# Work item
Set down each line of the data below exactly as it stands, dropping the pictures.
^^^^^^^^^^^^^^^^
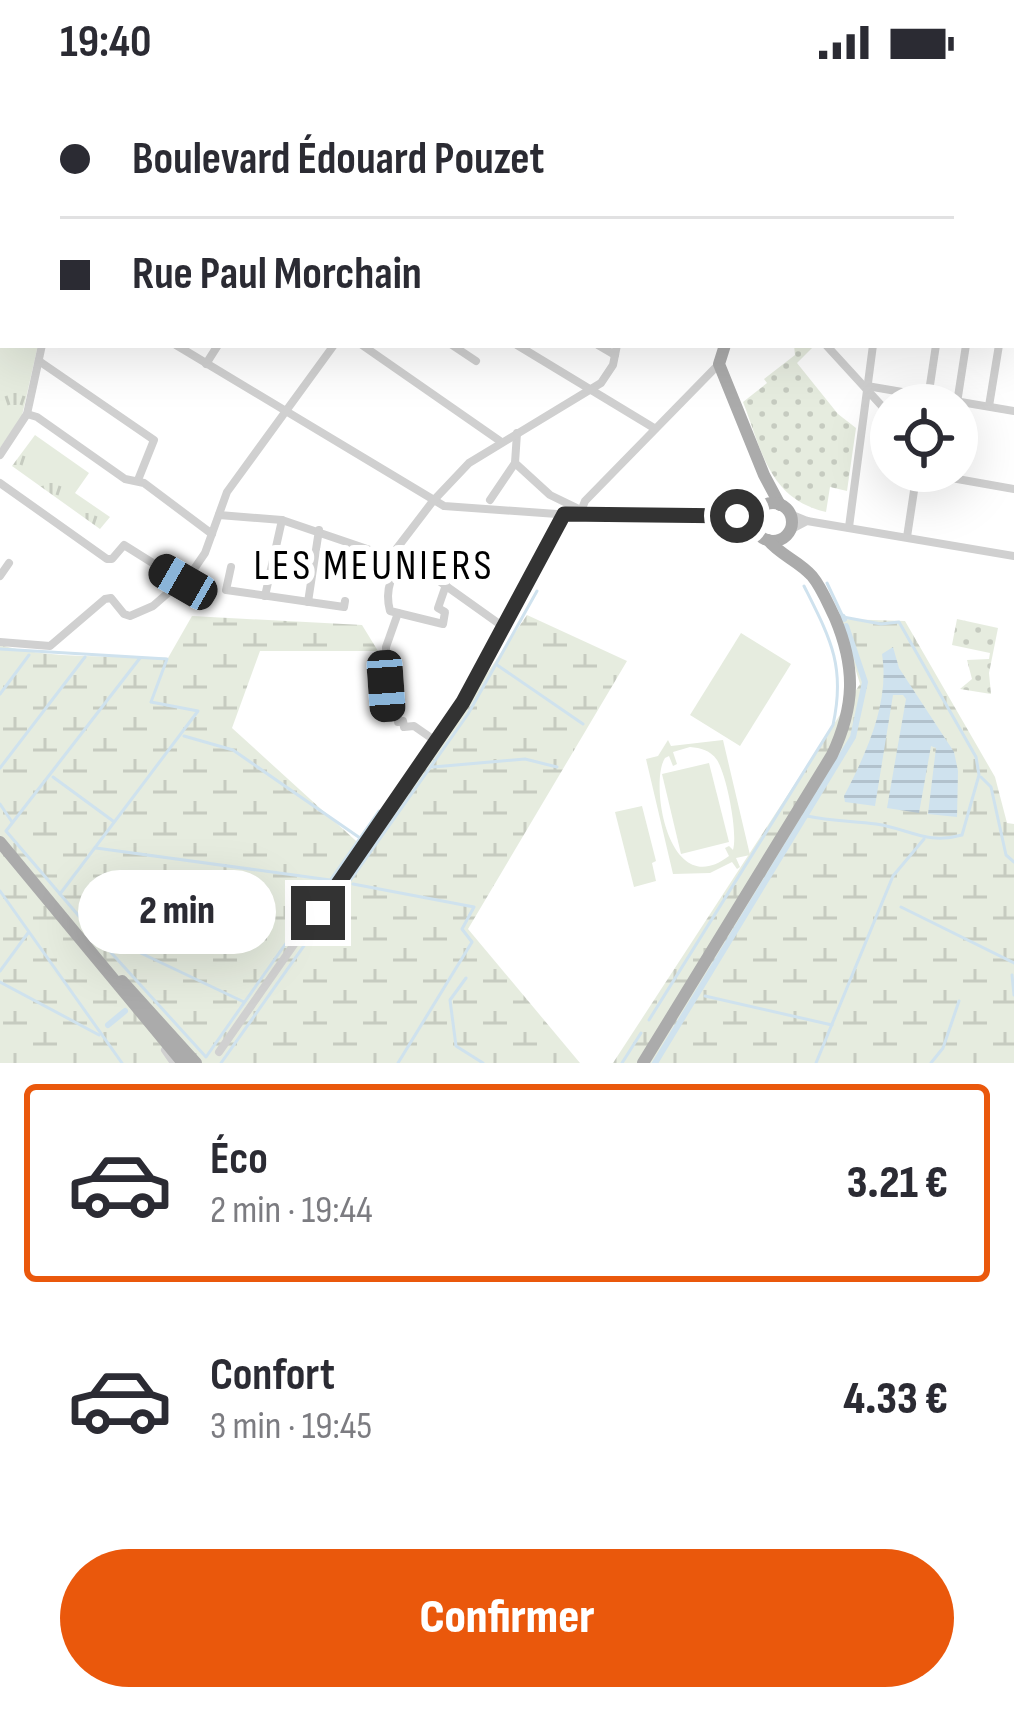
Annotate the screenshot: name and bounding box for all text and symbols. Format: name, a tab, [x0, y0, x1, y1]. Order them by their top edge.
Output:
text: 19:40	[60, 15, 151, 70]
text: Boulevard Édouard Pouzet	[132, 132, 544, 187]
text: Rue Paul Morchain	[132, 247, 422, 302]
map controls	[870, 384, 978, 492]
button: locate	[870, 384, 978, 492]
route start	[710, 489, 764, 543]
district label: LES MEUNIERS	[253, 541, 495, 592]
car	[143, 548, 223, 616]
car	[366, 649, 406, 723]
callout: 2 min	[78, 871, 276, 955]
route end	[291, 886, 345, 940]
text: 2 min	[139, 888, 215, 935]
icon: car	[66, 1129, 174, 1237]
text: Éco	[210, 1132, 268, 1187]
text: 3.21 €	[847, 1156, 948, 1211]
text: 2 min · 19:44	[210, 1187, 372, 1234]
icon: car	[66, 1345, 174, 1453]
text: Confort	[210, 1348, 335, 1403]
text: 4.33 €	[843, 1372, 948, 1427]
text: 3 min · 19:45	[210, 1403, 372, 1450]
button: Confirmer	[60, 1549, 954, 1687]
^^^^^^^^^^^^^^^^
# Response for this exercise
Annotate the screenshot: name and bounding box for all text and symbols. Format: name, a tab, [x0, y0, x1, y1]. Order them by their top edge.
Output:
text: 19:40	[60, 15, 151, 70]
text: Boulevard Édouard Pouzet	[132, 132, 544, 187]
text: Rue Paul Morchain	[132, 247, 422, 302]
map controls	[870, 384, 978, 492]
button: locate	[870, 384, 978, 492]
route start	[710, 489, 764, 543]
district label: LES MEUNIERS	[253, 541, 495, 592]
car	[143, 548, 223, 616]
car	[366, 649, 406, 723]
callout: 2 min	[78, 871, 276, 955]
route end	[291, 886, 345, 940]
text: 2 min	[139, 888, 215, 935]
icon: car	[66, 1129, 174, 1237]
text: Éco	[210, 1132, 268, 1187]
text: 3.21 €	[847, 1156, 948, 1211]
text: 2 min · 19:44	[210, 1187, 372, 1234]
icon: car	[66, 1345, 174, 1453]
text: Confort	[210, 1348, 335, 1403]
text: 4.33 €	[843, 1372, 948, 1427]
text: 3 min · 19:45	[210, 1403, 372, 1450]
button: Confirmer	[60, 1549, 954, 1687]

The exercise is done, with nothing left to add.